= Prompt =
Please work out how many lines in the material contain "linecap" and give only that figure.
--- Given records ---
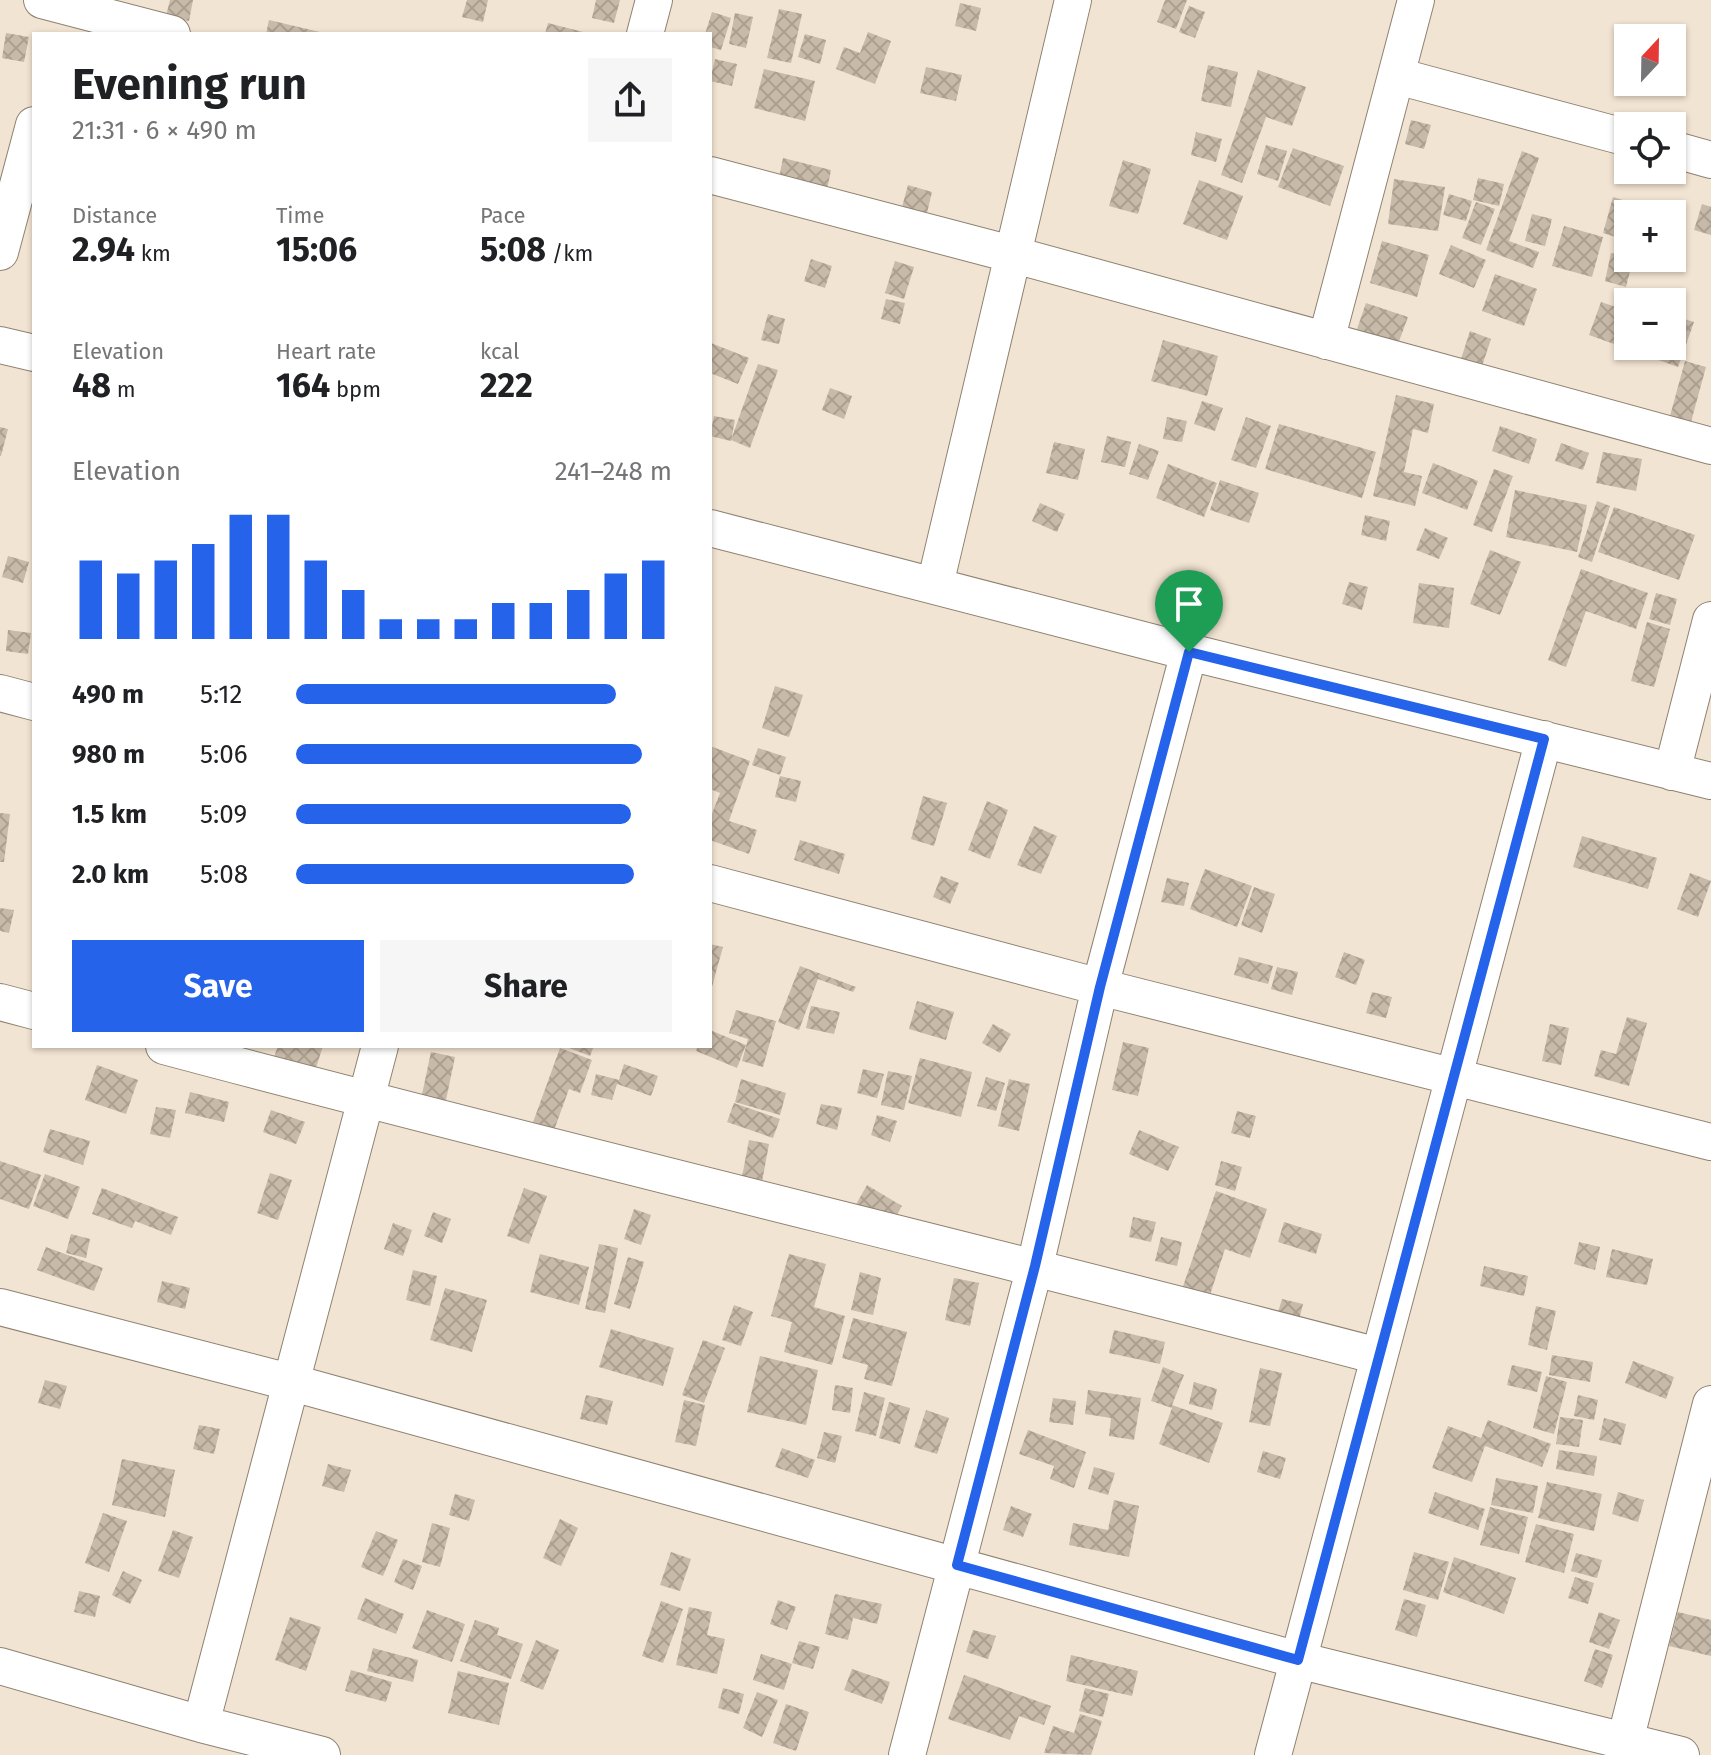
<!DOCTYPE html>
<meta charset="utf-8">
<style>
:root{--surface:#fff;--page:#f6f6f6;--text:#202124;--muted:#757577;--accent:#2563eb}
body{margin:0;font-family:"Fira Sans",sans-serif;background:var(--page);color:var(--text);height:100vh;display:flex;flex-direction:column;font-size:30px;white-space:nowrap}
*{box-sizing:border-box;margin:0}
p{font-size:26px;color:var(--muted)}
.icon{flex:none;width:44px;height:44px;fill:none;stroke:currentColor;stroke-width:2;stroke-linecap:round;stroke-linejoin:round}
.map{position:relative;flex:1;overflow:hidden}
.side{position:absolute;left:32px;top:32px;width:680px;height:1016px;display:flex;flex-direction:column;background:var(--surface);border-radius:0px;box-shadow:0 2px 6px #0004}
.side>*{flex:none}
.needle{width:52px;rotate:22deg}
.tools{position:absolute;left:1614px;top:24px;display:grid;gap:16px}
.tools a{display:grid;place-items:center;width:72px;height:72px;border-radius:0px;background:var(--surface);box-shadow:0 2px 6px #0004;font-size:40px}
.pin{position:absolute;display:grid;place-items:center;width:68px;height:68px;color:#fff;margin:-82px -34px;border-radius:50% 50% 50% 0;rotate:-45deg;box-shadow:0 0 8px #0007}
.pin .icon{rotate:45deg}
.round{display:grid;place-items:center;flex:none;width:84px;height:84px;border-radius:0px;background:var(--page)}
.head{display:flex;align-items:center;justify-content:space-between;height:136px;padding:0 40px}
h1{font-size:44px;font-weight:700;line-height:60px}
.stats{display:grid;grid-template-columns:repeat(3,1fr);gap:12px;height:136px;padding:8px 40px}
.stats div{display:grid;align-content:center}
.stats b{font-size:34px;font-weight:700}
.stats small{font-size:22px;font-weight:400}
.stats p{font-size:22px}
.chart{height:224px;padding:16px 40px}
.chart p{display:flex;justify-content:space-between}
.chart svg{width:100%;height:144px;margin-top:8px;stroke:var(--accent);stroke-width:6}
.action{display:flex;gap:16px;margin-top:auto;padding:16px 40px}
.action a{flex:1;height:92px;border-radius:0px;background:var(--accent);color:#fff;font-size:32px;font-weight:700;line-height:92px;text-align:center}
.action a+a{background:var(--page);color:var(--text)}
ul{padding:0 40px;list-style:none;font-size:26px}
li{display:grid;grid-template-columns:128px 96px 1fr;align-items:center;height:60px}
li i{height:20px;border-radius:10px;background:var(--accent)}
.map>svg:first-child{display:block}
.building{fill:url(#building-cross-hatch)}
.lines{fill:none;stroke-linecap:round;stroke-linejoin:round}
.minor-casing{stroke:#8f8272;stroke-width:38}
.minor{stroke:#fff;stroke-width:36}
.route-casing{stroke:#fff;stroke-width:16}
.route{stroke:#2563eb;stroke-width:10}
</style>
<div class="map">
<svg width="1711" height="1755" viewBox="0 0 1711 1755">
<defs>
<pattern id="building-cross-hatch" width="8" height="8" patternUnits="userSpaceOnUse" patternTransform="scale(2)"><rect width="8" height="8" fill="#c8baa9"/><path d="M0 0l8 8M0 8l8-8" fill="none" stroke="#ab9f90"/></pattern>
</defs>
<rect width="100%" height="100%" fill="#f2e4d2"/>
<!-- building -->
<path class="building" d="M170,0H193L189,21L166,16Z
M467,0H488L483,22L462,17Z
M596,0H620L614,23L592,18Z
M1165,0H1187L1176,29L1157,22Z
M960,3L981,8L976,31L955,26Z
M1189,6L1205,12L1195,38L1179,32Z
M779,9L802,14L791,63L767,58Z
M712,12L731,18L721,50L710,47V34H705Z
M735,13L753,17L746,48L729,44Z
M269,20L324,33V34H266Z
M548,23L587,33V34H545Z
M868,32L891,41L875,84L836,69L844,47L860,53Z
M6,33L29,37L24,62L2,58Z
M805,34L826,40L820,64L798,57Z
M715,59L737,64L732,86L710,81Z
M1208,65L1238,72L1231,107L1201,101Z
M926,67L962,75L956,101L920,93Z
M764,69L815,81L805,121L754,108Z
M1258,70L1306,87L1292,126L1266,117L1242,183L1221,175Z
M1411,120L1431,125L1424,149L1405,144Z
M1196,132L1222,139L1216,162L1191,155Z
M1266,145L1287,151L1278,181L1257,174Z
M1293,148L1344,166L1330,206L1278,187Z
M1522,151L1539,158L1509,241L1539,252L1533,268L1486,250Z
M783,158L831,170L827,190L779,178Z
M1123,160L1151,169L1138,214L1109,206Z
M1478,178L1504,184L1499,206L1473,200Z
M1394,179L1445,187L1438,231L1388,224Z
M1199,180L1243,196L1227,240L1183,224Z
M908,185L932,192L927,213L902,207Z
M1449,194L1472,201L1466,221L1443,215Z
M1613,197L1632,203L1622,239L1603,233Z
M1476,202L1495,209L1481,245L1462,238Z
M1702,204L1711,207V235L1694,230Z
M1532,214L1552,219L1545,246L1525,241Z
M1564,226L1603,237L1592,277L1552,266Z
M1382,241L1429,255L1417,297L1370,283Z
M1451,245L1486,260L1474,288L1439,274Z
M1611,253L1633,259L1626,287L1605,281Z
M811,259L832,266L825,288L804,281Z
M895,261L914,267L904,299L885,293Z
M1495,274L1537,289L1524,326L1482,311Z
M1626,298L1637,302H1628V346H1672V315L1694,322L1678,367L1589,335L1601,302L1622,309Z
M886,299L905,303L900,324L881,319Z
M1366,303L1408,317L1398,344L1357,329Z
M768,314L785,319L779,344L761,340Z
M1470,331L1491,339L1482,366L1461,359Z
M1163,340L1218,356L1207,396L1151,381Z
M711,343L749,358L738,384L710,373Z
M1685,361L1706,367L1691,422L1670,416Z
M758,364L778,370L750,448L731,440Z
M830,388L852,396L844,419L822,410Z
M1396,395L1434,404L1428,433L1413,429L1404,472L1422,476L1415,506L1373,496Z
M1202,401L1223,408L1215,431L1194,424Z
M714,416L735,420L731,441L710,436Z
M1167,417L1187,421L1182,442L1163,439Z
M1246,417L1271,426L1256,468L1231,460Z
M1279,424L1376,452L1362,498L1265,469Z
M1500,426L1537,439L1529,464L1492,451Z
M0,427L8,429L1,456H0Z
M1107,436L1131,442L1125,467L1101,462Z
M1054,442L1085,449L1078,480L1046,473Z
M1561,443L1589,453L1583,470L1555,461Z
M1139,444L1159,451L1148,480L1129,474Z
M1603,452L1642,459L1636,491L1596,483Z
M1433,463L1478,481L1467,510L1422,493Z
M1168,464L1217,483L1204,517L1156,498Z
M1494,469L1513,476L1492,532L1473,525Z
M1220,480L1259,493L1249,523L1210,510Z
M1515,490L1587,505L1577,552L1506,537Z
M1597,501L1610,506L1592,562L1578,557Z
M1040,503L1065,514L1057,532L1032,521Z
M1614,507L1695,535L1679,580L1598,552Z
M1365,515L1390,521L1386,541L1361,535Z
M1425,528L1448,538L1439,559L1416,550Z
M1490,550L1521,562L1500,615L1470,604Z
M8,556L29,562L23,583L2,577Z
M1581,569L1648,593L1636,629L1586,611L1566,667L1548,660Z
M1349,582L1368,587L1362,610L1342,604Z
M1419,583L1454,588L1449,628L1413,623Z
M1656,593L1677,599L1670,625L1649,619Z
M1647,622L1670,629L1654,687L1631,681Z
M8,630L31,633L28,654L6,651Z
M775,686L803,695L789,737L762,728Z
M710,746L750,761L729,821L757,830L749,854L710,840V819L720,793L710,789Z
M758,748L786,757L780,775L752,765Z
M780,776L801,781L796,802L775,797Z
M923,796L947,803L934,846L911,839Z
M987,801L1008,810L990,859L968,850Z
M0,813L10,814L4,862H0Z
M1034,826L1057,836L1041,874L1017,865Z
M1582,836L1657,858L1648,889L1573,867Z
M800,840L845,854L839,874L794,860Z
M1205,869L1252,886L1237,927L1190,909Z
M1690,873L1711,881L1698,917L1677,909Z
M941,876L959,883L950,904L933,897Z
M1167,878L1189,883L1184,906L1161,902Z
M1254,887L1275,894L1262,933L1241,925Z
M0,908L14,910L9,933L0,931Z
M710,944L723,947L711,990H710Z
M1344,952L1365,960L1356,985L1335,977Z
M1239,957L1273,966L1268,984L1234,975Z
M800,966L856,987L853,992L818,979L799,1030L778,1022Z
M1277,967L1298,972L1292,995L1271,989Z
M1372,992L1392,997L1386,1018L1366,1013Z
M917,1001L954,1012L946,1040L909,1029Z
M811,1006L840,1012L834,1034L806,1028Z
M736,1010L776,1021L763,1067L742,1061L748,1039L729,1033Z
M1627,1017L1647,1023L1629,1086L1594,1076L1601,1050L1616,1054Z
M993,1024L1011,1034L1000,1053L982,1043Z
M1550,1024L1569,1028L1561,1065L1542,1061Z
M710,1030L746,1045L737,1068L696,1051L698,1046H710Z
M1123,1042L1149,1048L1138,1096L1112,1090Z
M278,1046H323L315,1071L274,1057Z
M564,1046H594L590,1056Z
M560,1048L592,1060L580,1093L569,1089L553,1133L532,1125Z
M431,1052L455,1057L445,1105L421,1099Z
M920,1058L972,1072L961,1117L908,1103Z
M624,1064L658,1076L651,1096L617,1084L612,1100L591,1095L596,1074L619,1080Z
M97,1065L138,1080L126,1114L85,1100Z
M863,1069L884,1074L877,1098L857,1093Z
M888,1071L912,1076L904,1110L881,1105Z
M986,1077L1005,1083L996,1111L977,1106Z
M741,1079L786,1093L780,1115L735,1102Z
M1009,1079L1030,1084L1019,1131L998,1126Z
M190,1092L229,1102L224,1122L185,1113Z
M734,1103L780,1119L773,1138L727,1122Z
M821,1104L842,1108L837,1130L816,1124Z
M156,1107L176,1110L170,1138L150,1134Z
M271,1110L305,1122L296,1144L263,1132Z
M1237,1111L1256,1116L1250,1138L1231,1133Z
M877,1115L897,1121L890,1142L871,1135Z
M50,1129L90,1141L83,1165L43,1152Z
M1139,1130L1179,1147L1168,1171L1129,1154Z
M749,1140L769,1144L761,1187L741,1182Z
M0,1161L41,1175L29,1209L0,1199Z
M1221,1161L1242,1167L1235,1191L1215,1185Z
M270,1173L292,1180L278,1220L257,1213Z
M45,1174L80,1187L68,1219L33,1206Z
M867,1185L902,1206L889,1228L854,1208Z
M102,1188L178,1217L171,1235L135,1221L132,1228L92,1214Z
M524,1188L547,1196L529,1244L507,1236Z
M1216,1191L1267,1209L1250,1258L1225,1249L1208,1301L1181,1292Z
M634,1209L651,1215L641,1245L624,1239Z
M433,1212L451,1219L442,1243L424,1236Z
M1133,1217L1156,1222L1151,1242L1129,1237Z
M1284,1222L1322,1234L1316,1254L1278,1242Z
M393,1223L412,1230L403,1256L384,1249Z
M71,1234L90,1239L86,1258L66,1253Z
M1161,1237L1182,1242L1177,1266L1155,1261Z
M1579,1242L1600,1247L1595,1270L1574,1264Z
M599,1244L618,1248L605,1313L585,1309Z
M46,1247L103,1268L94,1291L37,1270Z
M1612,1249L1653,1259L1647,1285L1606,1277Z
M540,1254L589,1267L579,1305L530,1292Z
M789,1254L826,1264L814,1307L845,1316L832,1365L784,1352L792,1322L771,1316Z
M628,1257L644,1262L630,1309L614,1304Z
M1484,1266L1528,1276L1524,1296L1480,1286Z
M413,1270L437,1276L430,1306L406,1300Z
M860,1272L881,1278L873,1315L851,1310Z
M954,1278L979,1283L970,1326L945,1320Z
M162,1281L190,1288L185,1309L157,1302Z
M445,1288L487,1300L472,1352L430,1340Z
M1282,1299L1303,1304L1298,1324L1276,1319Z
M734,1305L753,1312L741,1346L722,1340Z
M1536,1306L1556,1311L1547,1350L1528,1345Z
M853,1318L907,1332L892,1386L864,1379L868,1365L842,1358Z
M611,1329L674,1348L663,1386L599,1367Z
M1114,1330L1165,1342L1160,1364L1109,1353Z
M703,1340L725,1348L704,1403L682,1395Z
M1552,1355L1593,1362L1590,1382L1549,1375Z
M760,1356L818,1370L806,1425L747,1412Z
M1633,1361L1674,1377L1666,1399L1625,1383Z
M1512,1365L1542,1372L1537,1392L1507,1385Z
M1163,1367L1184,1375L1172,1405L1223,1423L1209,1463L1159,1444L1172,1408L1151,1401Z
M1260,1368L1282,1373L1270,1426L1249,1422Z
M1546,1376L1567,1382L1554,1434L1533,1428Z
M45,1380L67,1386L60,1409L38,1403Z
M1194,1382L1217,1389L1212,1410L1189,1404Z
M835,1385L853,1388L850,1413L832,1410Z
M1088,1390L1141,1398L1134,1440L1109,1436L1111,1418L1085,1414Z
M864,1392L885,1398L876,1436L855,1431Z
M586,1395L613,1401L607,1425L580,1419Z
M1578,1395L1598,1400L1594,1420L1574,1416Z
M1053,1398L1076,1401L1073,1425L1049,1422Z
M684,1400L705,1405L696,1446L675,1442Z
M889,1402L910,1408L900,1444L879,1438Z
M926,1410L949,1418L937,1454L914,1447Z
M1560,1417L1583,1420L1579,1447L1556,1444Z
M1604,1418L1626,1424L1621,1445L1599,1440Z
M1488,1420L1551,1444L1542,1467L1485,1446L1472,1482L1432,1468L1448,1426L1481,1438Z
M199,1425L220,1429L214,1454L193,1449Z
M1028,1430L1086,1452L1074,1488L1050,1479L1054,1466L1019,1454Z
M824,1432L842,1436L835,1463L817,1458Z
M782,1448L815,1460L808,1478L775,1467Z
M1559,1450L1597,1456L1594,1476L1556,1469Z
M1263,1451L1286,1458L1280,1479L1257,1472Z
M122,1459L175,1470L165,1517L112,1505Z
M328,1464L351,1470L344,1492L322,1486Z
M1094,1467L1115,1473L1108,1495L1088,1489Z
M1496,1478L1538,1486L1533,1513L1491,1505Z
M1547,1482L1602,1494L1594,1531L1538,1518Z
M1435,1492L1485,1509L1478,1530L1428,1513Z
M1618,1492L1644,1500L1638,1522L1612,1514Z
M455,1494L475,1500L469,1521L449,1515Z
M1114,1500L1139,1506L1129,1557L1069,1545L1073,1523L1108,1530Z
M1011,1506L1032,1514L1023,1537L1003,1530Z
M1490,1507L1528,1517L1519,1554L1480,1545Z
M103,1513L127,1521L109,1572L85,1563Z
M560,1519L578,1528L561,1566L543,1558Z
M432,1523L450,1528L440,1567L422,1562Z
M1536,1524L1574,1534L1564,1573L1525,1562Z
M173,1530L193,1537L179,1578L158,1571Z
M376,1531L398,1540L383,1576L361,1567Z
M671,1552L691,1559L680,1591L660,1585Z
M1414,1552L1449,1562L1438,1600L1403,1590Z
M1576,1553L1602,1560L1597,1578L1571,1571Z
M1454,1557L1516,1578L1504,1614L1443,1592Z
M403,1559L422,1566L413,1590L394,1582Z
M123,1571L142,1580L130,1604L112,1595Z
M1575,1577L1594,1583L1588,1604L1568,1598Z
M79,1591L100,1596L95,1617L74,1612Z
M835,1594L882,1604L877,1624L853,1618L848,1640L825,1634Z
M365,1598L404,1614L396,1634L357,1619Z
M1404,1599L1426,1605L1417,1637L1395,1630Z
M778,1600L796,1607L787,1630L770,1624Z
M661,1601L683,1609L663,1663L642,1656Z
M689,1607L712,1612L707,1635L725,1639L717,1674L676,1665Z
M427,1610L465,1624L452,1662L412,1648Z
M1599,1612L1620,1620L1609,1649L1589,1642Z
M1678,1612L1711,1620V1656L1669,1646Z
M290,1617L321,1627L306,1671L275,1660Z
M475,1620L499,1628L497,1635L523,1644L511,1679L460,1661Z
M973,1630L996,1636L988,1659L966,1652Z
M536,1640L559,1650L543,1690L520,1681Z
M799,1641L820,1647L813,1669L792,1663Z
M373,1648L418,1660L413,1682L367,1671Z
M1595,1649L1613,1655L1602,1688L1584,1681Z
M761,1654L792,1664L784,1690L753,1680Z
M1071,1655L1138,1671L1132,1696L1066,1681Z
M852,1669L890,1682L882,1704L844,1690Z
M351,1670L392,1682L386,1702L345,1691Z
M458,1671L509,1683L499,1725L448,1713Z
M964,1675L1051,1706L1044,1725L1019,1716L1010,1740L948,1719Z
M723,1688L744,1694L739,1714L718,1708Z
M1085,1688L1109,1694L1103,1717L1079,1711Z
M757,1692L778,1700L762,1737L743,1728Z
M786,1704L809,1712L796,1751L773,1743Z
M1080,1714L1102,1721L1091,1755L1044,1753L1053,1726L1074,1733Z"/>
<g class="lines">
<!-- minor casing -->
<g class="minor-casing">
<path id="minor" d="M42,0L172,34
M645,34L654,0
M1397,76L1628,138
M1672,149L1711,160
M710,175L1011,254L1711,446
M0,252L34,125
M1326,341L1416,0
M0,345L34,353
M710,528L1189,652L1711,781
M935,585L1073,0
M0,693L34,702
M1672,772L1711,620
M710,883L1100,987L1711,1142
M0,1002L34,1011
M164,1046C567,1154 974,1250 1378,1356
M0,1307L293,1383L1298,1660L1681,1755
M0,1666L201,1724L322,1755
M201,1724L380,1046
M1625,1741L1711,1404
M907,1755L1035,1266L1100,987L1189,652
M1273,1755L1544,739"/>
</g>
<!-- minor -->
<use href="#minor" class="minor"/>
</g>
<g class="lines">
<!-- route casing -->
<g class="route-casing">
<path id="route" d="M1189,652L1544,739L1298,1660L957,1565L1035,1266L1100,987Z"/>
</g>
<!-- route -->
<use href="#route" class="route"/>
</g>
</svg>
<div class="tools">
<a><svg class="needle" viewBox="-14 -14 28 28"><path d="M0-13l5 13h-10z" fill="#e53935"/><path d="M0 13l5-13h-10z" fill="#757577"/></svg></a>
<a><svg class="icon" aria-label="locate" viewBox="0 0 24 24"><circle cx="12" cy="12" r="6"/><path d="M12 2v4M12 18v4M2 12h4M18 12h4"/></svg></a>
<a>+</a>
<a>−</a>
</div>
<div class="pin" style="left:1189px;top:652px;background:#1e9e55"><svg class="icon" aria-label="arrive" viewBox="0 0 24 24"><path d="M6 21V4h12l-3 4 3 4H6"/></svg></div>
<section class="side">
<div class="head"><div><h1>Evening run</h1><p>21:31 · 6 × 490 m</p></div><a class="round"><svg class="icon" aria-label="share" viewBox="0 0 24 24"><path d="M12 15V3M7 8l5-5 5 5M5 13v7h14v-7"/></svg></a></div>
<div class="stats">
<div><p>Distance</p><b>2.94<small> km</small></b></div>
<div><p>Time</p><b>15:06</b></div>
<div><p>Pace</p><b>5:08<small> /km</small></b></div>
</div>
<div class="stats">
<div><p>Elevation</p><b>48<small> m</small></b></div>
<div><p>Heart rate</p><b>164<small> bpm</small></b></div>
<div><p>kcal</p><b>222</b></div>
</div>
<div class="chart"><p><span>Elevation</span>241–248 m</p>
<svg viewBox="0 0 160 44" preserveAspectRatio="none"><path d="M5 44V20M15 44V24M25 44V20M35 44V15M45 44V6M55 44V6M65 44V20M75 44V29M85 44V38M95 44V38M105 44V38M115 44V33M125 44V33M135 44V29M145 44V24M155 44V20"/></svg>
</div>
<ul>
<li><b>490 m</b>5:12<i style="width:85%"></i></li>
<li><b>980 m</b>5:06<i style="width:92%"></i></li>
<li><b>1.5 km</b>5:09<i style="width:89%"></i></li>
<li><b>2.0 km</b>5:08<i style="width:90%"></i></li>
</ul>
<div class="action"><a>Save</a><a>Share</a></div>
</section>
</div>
---
= Problem solution =
2